Folha de S. Paulo


Encontros

Pedestre

Em Buenos Aires, as quatro esquinas de um cruzamento de duas ruas formam um octógono. Evidentemente são esquinas que não terminam num ângulo de noventa graus, mas sim num corte generoso da ponta do quadrado de cada quarteirão. Ouvi dizer que a ideia é madrilenha, e o objetivo é permitir que não haja encontros bruscos entre, por exemplo, um velho que vai a passos de tartaruga, de bengala e chapéu, pela calçada da Thames e um adolescente com fones no ouvido e meio alucinado que flana ligeiro pela Guatemala —a fim de que possam perceber o outro com alguma antecedência, evitando acidentes, chateações, assaltos. O fato é que essas ochavas, como são chamadas ("yo vivo en una ochava", me confessou certa vez uma argentina; tentei mudar pra casa dela na hora), criam um espaço circular e aconchegante, que lembra uma praça invisível, não realizada mas amplamente sugerida. Isso de cem em cem metros, sobre um terreno plano e com lajotas claras. Aos poucos essas zonas arejadas se incorporam à paisagem íntima do pedestre, e você se sente mais livre, mais inteligente, mais otimista em relação ao amor e à convivência pacífica entre os homens —sem imaginar que no fundo é uma vítima de uma grande sacada arquitetônica.

Ilustração Guazzelli

Churrasqueira

Um desejo que ainda não realizei: morar numa casa branca, simples, com duas janelas e uma porta entre elas (pintadas de azul-grécia) dando pro quintal —onde há um gramado, um pé de limão-taiti (em homenagem ao meu pai) e uma roseira. No interior de São Paulo, não muito longe da família. Paralela ao muro baixo, perpendicular à rua, que vejo através do portão, eu colocaria uma churrasqueira, dessas móveis, de tambor, que seria acesa duas vezes durante a semana, no fim do dia, e uma vez aos sábados, antes das dez da manhã. O cheiro da gordura queimando e a cerveja sagrada. As crianças do bairro e os adultos do mundo.
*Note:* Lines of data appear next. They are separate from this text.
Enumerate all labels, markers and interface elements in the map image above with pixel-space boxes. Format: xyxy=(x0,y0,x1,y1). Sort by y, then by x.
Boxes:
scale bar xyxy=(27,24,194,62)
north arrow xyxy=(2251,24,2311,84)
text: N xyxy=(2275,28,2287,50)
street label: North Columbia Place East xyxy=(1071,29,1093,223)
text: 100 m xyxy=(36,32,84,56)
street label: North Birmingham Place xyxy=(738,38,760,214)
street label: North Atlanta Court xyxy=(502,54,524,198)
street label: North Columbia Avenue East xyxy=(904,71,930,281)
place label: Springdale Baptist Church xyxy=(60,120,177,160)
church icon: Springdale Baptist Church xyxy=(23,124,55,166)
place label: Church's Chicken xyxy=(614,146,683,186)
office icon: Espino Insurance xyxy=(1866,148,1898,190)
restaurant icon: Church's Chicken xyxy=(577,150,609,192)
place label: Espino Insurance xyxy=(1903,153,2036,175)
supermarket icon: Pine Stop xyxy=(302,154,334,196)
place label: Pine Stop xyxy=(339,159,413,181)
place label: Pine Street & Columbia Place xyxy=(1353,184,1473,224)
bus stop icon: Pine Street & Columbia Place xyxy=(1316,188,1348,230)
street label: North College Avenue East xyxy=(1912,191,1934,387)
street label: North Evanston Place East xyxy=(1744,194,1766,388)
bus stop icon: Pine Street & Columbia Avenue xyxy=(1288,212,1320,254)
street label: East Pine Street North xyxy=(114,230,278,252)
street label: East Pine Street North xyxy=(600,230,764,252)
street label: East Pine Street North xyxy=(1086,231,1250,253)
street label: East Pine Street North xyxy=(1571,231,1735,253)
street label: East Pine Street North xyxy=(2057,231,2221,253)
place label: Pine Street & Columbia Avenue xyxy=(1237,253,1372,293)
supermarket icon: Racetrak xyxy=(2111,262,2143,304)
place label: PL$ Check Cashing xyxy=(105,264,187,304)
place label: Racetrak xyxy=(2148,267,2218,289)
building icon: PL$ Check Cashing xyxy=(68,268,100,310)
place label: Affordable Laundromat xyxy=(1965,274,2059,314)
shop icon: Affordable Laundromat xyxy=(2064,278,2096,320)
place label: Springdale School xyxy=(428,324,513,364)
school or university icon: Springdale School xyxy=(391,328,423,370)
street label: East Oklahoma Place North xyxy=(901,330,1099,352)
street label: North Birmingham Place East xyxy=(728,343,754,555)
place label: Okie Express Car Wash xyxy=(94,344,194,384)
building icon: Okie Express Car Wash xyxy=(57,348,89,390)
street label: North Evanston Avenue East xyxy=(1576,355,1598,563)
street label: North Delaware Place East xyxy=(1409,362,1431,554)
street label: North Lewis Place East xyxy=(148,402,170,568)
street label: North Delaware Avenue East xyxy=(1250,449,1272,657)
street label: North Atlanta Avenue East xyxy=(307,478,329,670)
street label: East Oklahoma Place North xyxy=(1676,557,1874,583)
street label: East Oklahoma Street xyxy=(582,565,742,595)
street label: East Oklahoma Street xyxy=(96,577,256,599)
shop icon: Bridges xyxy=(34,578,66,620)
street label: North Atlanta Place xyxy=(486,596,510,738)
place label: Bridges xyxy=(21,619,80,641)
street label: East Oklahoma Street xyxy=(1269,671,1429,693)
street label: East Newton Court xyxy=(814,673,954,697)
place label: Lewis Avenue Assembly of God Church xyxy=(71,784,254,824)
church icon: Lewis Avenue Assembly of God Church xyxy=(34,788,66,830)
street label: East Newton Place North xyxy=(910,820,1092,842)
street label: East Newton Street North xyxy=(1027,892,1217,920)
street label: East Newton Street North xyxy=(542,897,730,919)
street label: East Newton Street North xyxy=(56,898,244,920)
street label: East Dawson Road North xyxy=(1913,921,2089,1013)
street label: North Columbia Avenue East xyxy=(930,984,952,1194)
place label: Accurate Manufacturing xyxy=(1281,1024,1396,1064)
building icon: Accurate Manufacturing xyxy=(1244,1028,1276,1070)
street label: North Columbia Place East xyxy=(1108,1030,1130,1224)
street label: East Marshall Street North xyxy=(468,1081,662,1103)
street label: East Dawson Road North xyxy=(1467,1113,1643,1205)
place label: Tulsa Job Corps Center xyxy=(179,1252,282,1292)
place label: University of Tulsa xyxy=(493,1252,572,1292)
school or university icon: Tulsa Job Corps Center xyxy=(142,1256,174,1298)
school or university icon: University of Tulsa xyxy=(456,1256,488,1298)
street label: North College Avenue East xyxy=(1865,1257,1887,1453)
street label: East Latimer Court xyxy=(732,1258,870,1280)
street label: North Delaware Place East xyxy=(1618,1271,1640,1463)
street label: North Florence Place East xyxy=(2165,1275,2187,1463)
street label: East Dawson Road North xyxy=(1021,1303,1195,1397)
Estrelas reencontradas e nuvens passando sem remorso. Meu pai! Minha mãe! O fantasma da minha avó num pano de prato que ela pintou. O sol se move e mudamos as cadeiras de lugar. Alguém se corta e eu penso: o sangue natural. Descalça, minha mulher caminha na grama. Seu pé em movimento equivale ao nicho de poesia francesa de uma biblioteca pública. Um amigo enrola um baseado. Boto mais carvão e começamos de novo. A lua, sadia como um dente, fica de longe pra não sofrer.

Casa

Lê poemas e é lida por eles. Os versos entram pelas pupilas e o sangue corre nas veias. A pele é quase dourada. As pernas parecem dois éclairs de caramelo. Sua cama é alta. O lençol, de linho. O quarto —onde ainda deixarei um par de chinelos e alguns rascunhos— tem paredes de pedra, com janelas vermelhas. No seu telhado moram os deuses inafetivos. Em volta é pasto. Pasto e porcos. Porcos e a estrada que vai dar na Bélgica.